The Court may also take judicial notice of pleadings or orders filed in the main bankruptcy case in which the adversary proceeding was filed. Fed. R. Evid. 201(c). "Courts may take judicial notice of public records including proceedings in its own docket as well as proceedings in other courts without the need to convert a motion to dismiss into a motion for summary judgment." In re All Am. Semiconductor, Inc., 427 B.R. 559, 564-65 (Bankr. S.D. Fla. 2010) (citing Universal Express, Inc. v. United States Sec. and Exch. Comm'n, 177 Fed.Appx. 52, 53-54 (11th Cir. 2006)).

Discussion

1. Jurisdiction of the Court

Defendants have argued that this Court does not have jurisdiction to determine the surcharge claims raised by Plaintiff because each Defendant obtained stay relief with respect to its respective Collateral concurrently with the appointment of Plaintiff as trustee. Essentially, Defendants argue that by obtaining stay relief, the bankruptcy estate no longer has an interest in the Collateral.

Indeed, a central requirement of a surcharge claim is that it must be asserted against property that secures an allowed secured claim held by a creditor in the case. Both the Fifth Circuit and Seventh Circuit Courts of Appeal have determined that when property is transferred out of a bankruptcy estate free and clear of liens, the bankruptcy court ceases to have jurisdiction over that property. See In re Skuna River Lumber, LLC, 564 F.3d 353, 355-57 (5th Cir. 2009); In re Edwards, 962 F.2d 641, 643 (7th Cir. 1992).

However, there is a meaningful difference between a secured creditor obtaining stay relief and a sale of property by a bankruptcy estate free and clear of liens. The significance of a stay relief order is that the secured creditor is no longer prohibited from exercising its rights and remedies under applicable state law. The entry of the stay relief order does not terminate the estate's interest in the secured creditor's collateral; it merely removes the legal impediment that prevents the secured creditor from taking steps under applicable non-bankruptcy law to foreclose its security interest in its collateral. Until that foreclosure occurs, the estate continues to have an interest in the property, and the property continues to secure the claim of the secured creditor.

Therefore, the Court may not equate entry of a stay relief order with sale of estate property free and clear of liens. While the Court agrees with the conclusion of the Fifth and Seventh Circuit Courts of Appeal that the jurisdiction of a bankruptcy court is limited to property that secures a claim,1 the Court is unable to conclude that this statement of the law supports Defendants' jurisdictional argument at this juncture of the adversary proceeding. Given the constraint imposed upon the Court in evaluating a motion to dismiss to consider only the allegations set forth in the Complaint, documents attached to the Complaint, and the record in the bankruptcy case, the Court simply does not have sufficient information at this juncture of the adversary proceeding to know whether as of the date of the surcharge claim the Collateral continued to be property that secured claims of various Defendants, or whether the estate's interest in the Collateral had already been foreclosed.

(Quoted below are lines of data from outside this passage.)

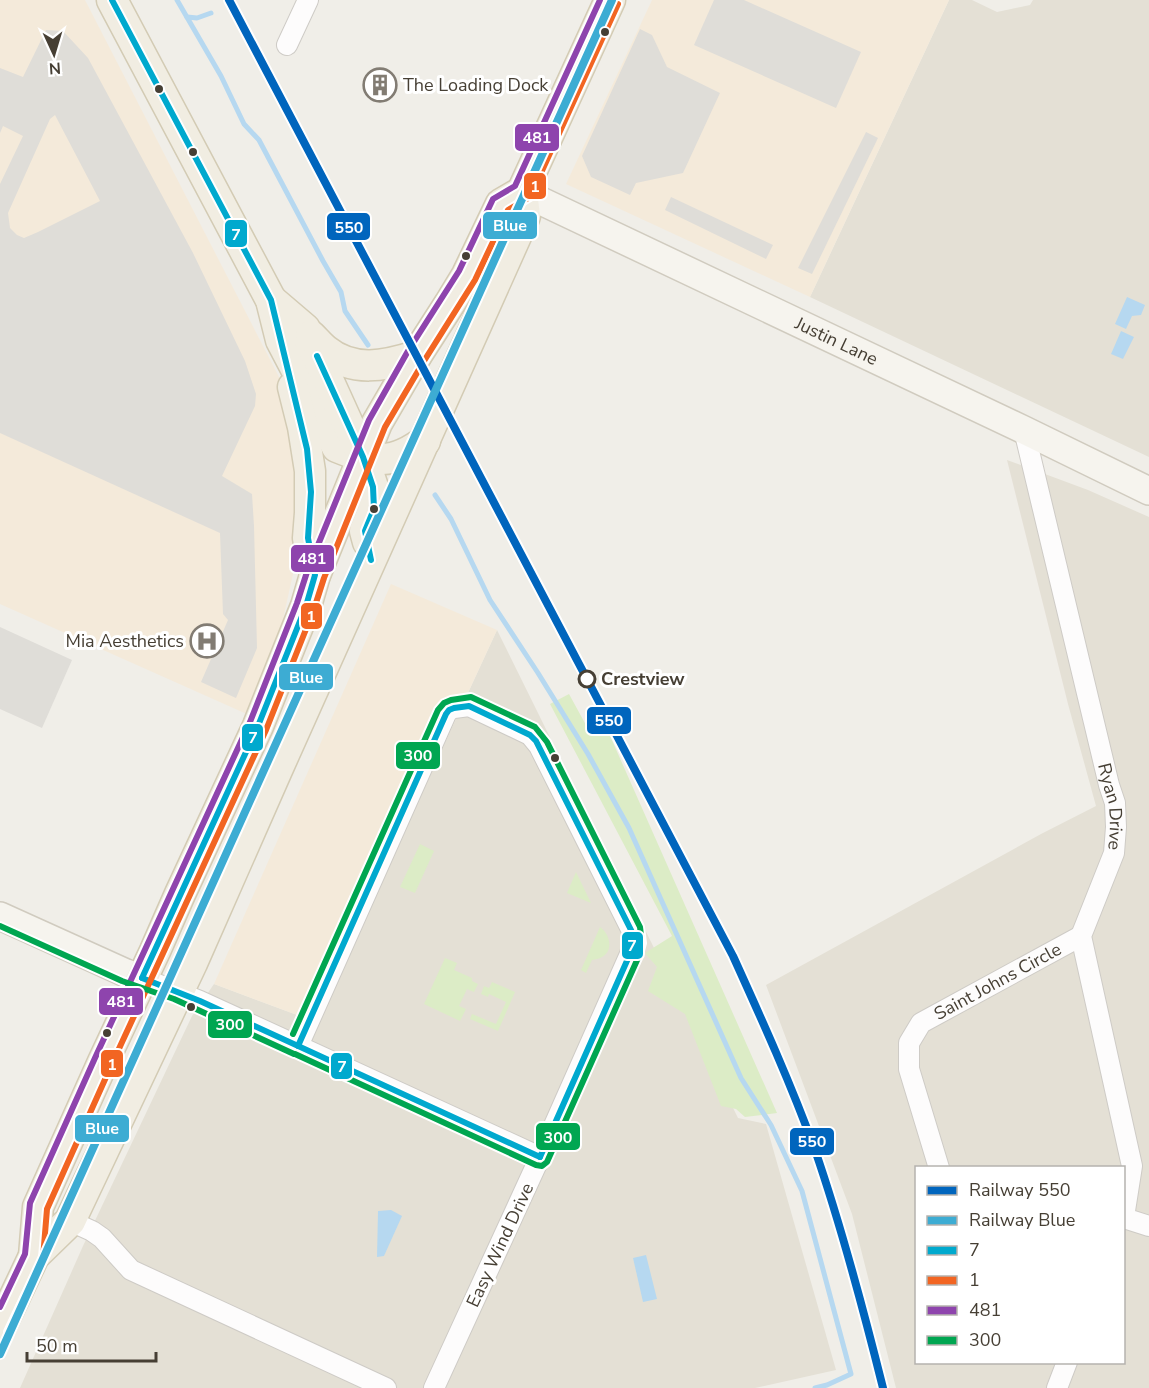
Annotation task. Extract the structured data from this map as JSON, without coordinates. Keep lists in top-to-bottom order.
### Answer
{
  "streets": {
    "street": [
      "Justin Lane",
      "Ryan Drive",
      "Saint Johns Circle",
      "Easy Wind Drive"
    ]
  },
  "crossings": [
    ["Justin Lane", "Ryan Drive"],
    ["Ryan Drive", "Saint Johns Circle"]
  ],
  "places": {
    "building": ["The Loading Dock"],
    "hospital": ["Mia Aesthetics"],
    "other": ["Crestview"]
  },
  "lines": [
    "rail line 550",
    "rail line Blue",
    "transit line 7",
    "transit line 481",
    "transit line 1",
    "transit line 300"
  ],
  "legend": [
    "Railway 550",
    "Railway Blue",
    "7",
    "1",
    "481",
    "300"
  ],
  "scale_bar": "50 m",
  "north": "bottom"
}
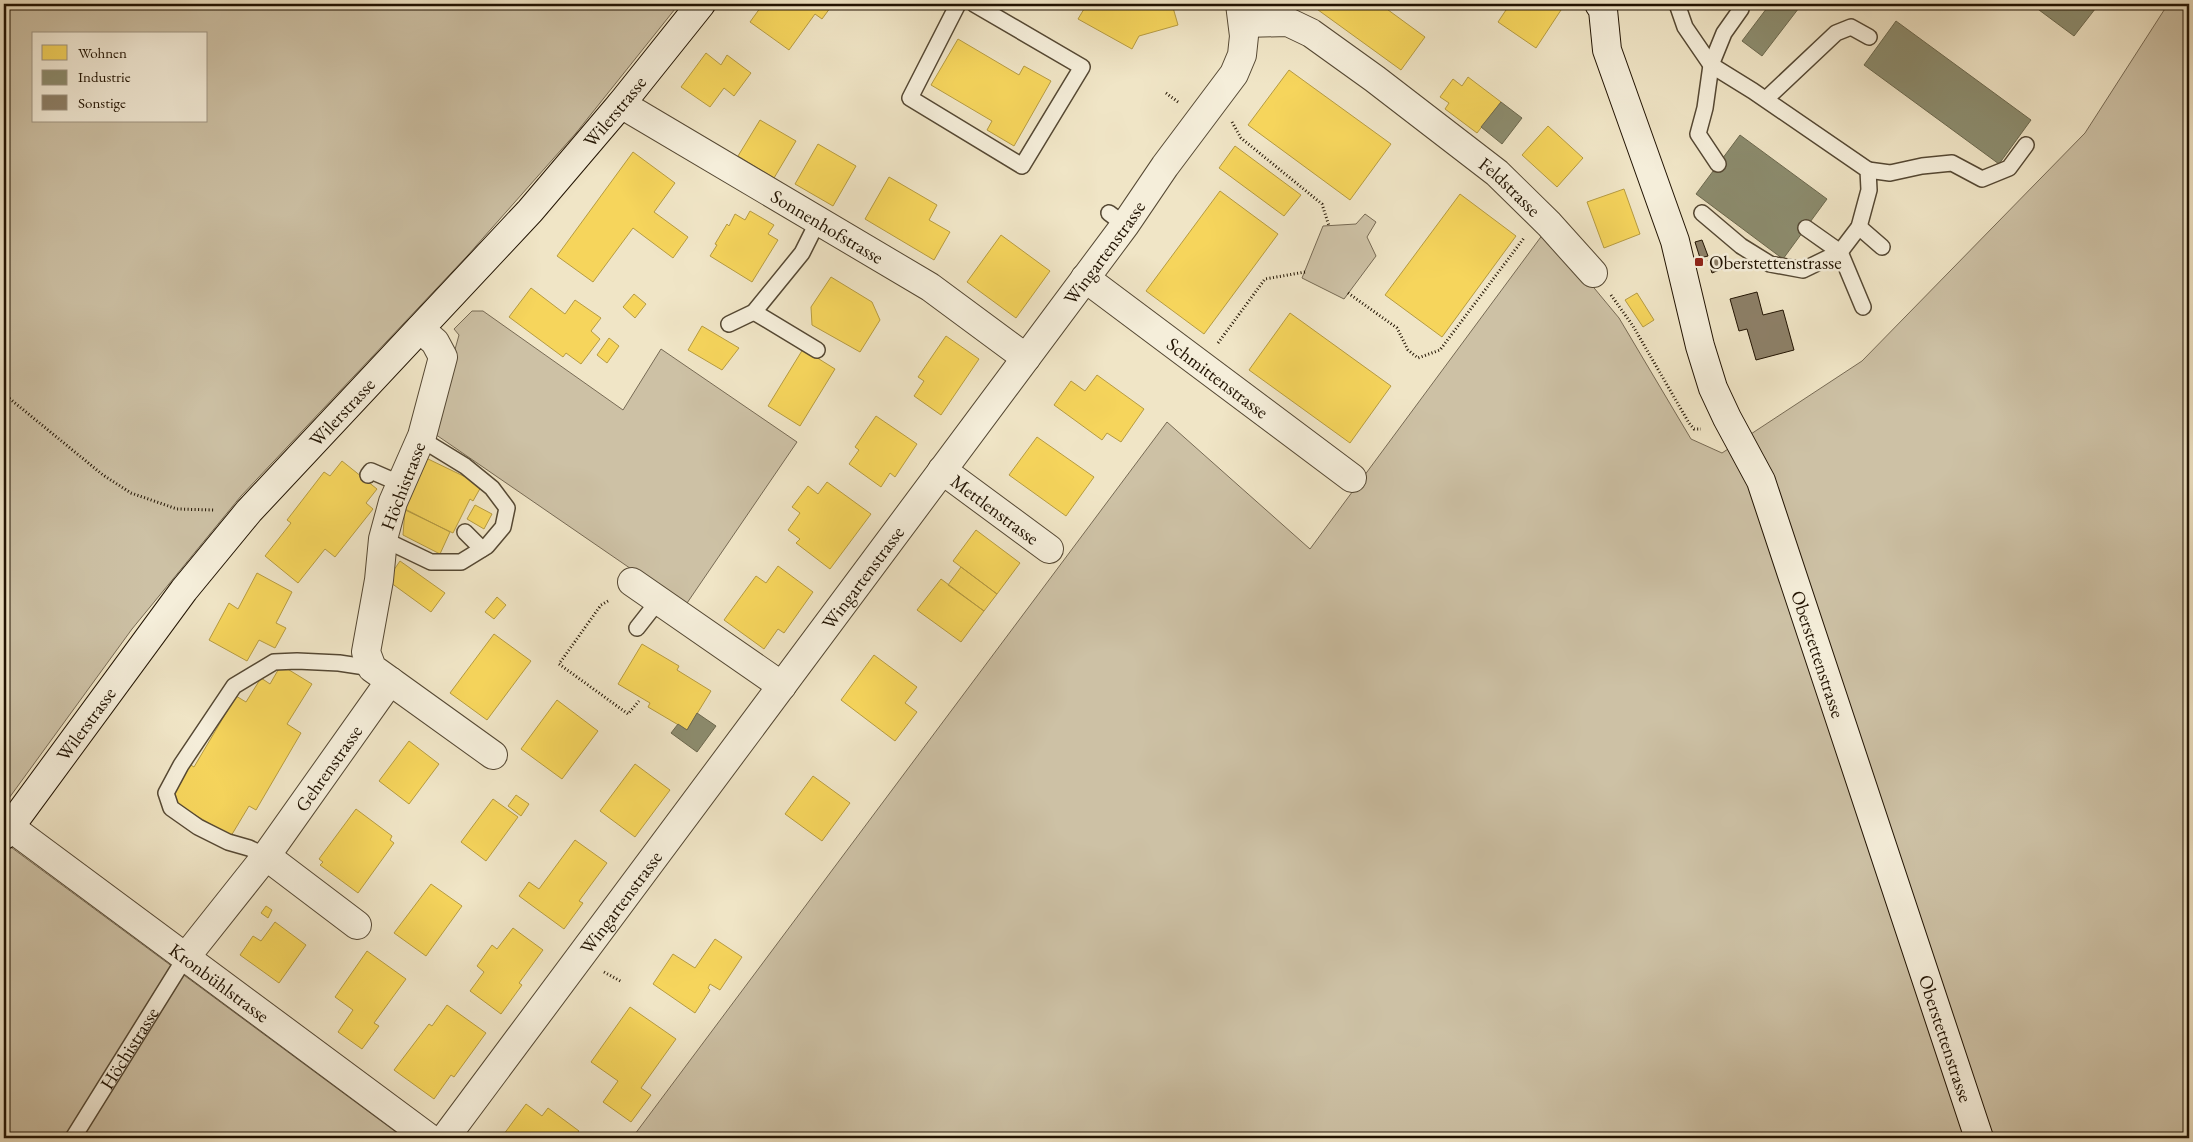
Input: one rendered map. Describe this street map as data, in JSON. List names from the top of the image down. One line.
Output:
{"streets":{"street":["Wilerstrasse","Feldstrasse","Sonnenhofstrasse","Wingartenstrasse","Schmittenstrasse","Höchistrasse","Mettlenstrasse","Oberstettenstrasse","Gehrenstrasse","Kronbühlstrasse"]},"crossings":[["Wilerstrasse","Sonnenhofstrasse"],["Wilerstrasse","Höchistrasse"],["Wilerstrasse","Kronbühlstrasse"],["Feldstrasse","Wingartenstrasse"],["Sonnenhofstrasse","Wingartenstrasse"],["Wingartenstrasse","Schmittenstrasse"],["Wingartenstrasse","Mettlenstrasse"],["Höchistrasse","Gehrenstrasse"],["Höchistrasse","Kronbühlstrasse"],["Gehrenstrasse","Kronbühlstrasse"]],"places":{"transit":["Oberstettenstrasse"]},"legend":["Wohnen","Industrie","Sonstige"]}
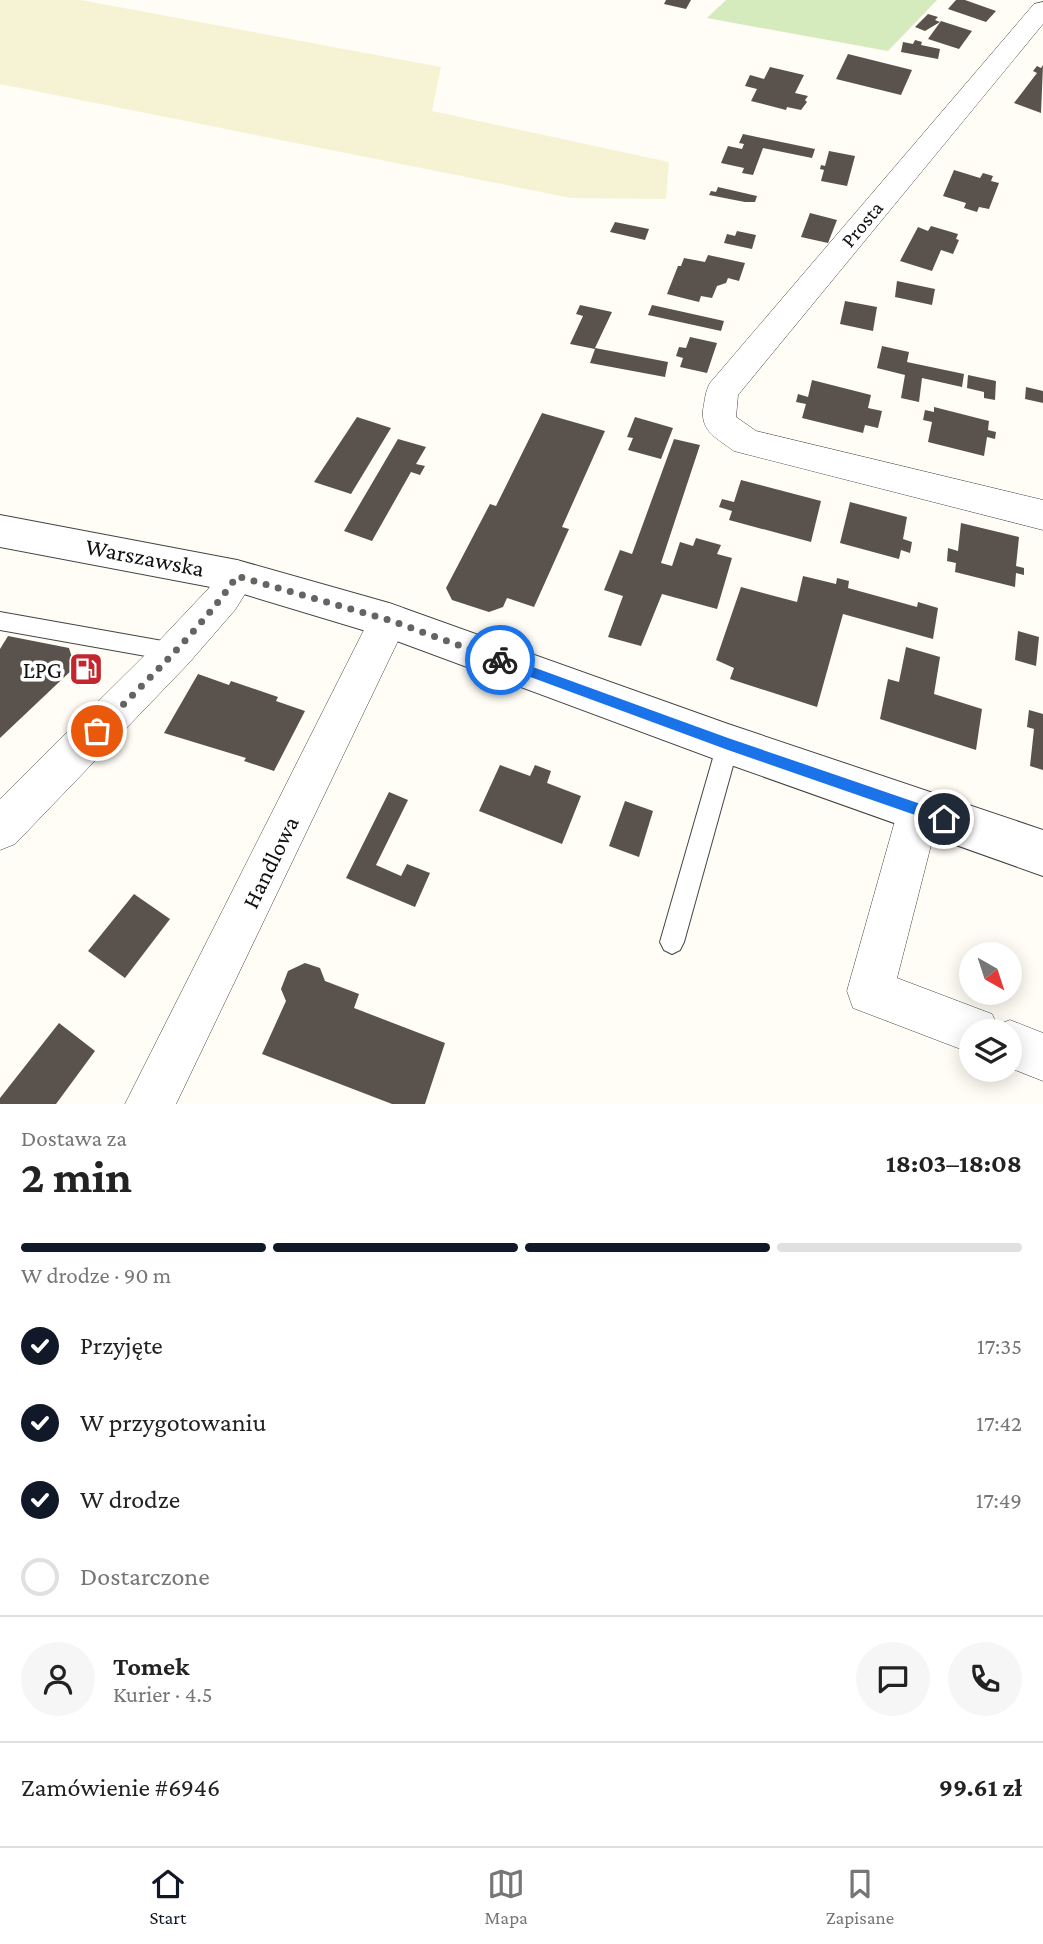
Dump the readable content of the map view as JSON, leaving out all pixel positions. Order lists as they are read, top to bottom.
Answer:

As a result, the Court concludes that, in connection with its consideration of the Motions, it does have jurisdiction to consider the surcharge claims asserted in the Complaint.

2. Failure to State a Claim

In order to state a claim for surcharge under 11 U.S.C. § 506(c),2 a trustee must allege that the estate incurred expenses that were reasonable and necessary in order to preserve or dispose of the secured creditor's collateral. However, surcharge claims under § 506(c) are strictly limited to only those costs and expenses that conferred a measurable benefit on the secured creditor with respect to its collateral, or as to which the secured creditor consented.

In pursuing a surcharge claim, the trustee must make more than generalized statements about hypothetical benefits resulting from the services provided by the trustee. See In re Flagstaff Foodservice Corp., 762 F.2d 10, 12 (2d Cir. 1985); In re Flagstaff Foodservice Corp., 739 F.2d 73, 76 (2d Cir. 1984). The trustee must articulate with specificity how the services rendered improved the position of the secured creditor or enhanced the value of its collateral and identify the specific amount of benefit realized by the secured creditor.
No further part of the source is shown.